階層境界の近くまで移動する。そこで、フラッシュを放つ準備をして……よし、フロアに突入だ!
「チェック!」
第4層に上がり、素早く周囲を確認。探索者無し、モンスター多数。
今日は第4層まで来た探索者がいなかったのか、結構な数のモンスターが湧き直しているようだった。ちょっとだけ少ないようにも見えるが、これだけモンスターが居ては誤差の範囲でしかない。
まあ、それならそれでいつもの戦法が効くんだけどな!
「"フラッシュ"!」
「「「「ギャッ!?」」」」
「「「「キィッ!?」」」」
「「「「ギィィッ!?」」」」
フラッシュを放ち、モンスター共の動きを止める。あとはもう、おなじみの流れだ。
……よし、魔力充填完了。食らえ!
「"ライトニング・ボルテクス"!」
――ゴロゴロゴロ……
魔法を放ち、すぐさま階段を10段ほど駆け下りる。
――カッ!!
――ドドドドドドド!!
その直後、第4層のフロア中に無数の雷が降り注いできた。
「……ま、こんなもんだよな」
落雷が止んだタイミングを見計らい、再び第4層へと上がる。モンスターは既に全滅しており、ドロップアイテムがそこかしこに散乱していた。
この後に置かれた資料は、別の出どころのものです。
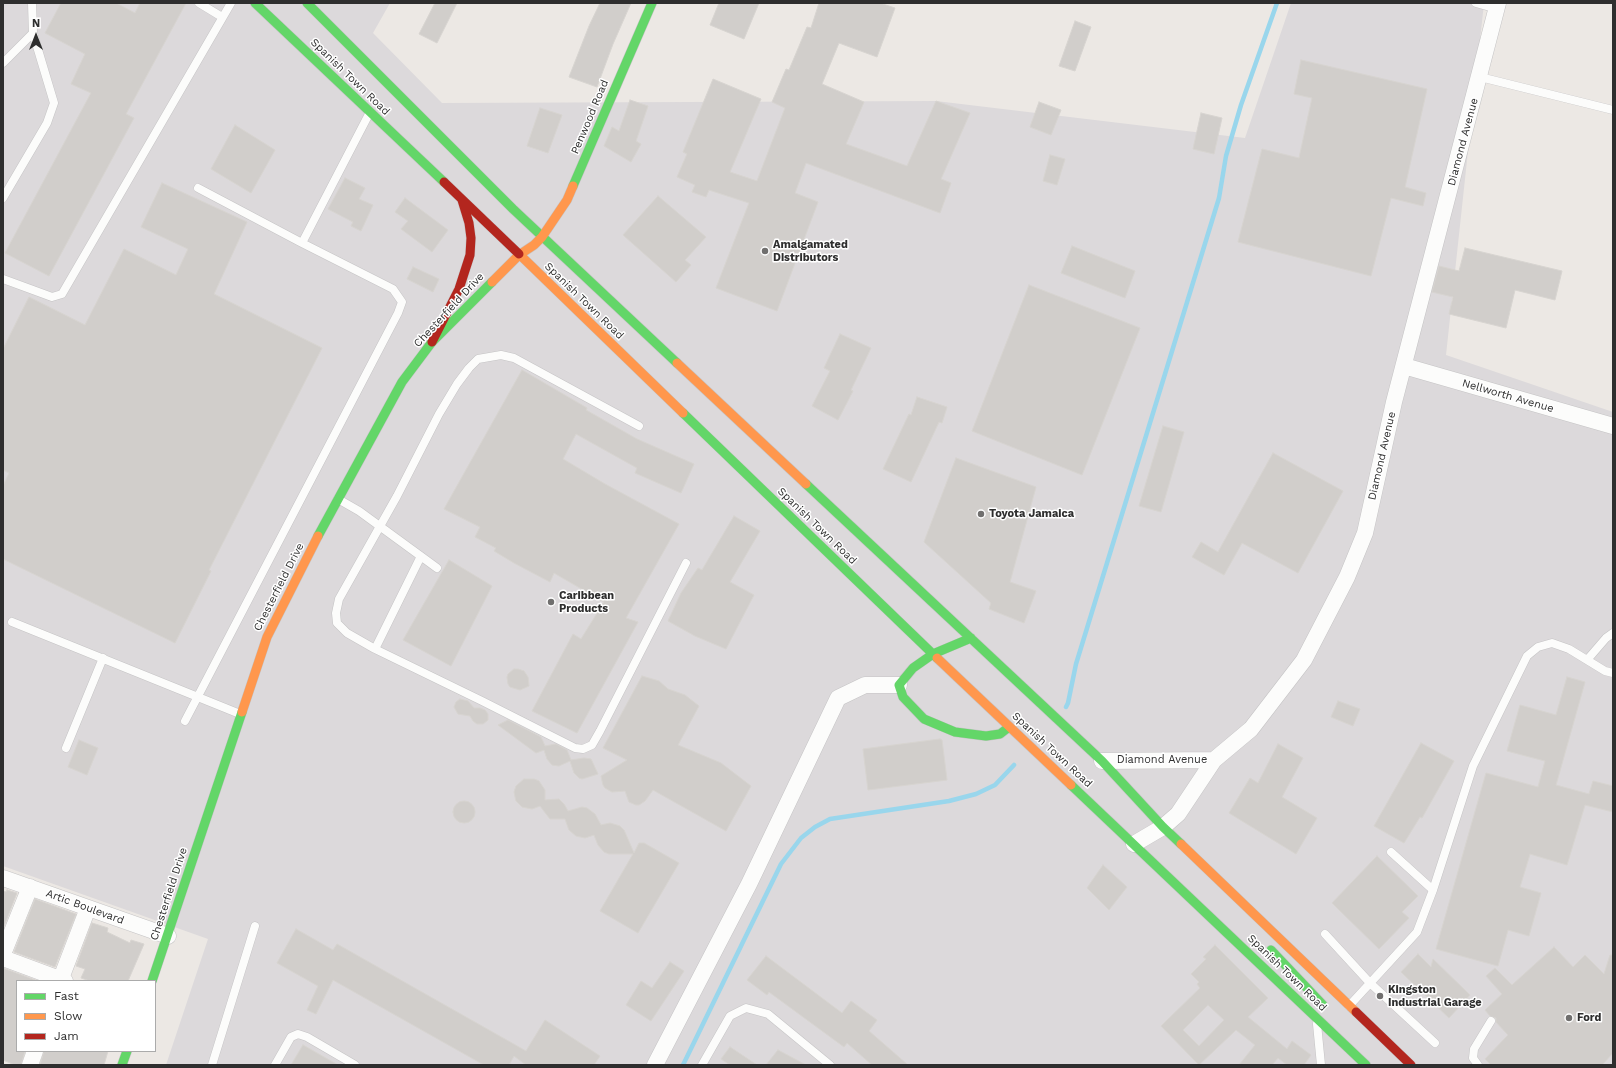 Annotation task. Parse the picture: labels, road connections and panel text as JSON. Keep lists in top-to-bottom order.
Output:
{
  "streets": {
    "main road": ["Spanish Town Road", "Penwood Road", "Chesterfield Drive"],
    "street": ["Diamond Avenue", "Nellworth Avenue", "Artic Boulevard"]
  },
  "crossings": [
    ["Spanish Town Road", "Penwood Road"],
    ["Spanish Town Road", "Diamond Avenue"],
    ["Spanish Town Road", "Chesterfield Drive"],
    ["Penwood Road", "Chesterfield Drive"],
    ["Diamond Avenue", "Nellworth Avenue"],
    ["Chesterfield Drive", "Artic Boulevard"]
  ],
  "places": [
    "Amalgamated Distributors",
    "Toyota Jamaica",
    "Caribbean Products",
    "Kingston Industrial Garage",
    "Ford"
  ],
  "legend": ["Fast", "Slow", "Jam"],
  "north": "top"
}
魔力残量は、ちょうど7割くらい。余裕は十分過ぎるくらいにある。
「"アイテムボックス・収納"、"アイテムボックス・収納"、"アイテムボックス・収納"……っと、今回は3回でいけたな」
ドロップアイテムの数は、そのままモンスターの数に繋がる。目測で予想はしていたが、やはり今回はモンスター数が少なかったらしい。
「……台座に寄ってから帰ろうかな」
明日は休日にする予定なので、今のうちに装備珠のランクアップを済ませておくことにした。
「………」
道中でポップしたモンスターを倒しつつ台座に立ち寄り、用事を済ませたらさっさと第3層への階段を上っていく。これで手持ちのランク3の武器珠が1つ、防具珠が1つ、装飾珠が2つになった。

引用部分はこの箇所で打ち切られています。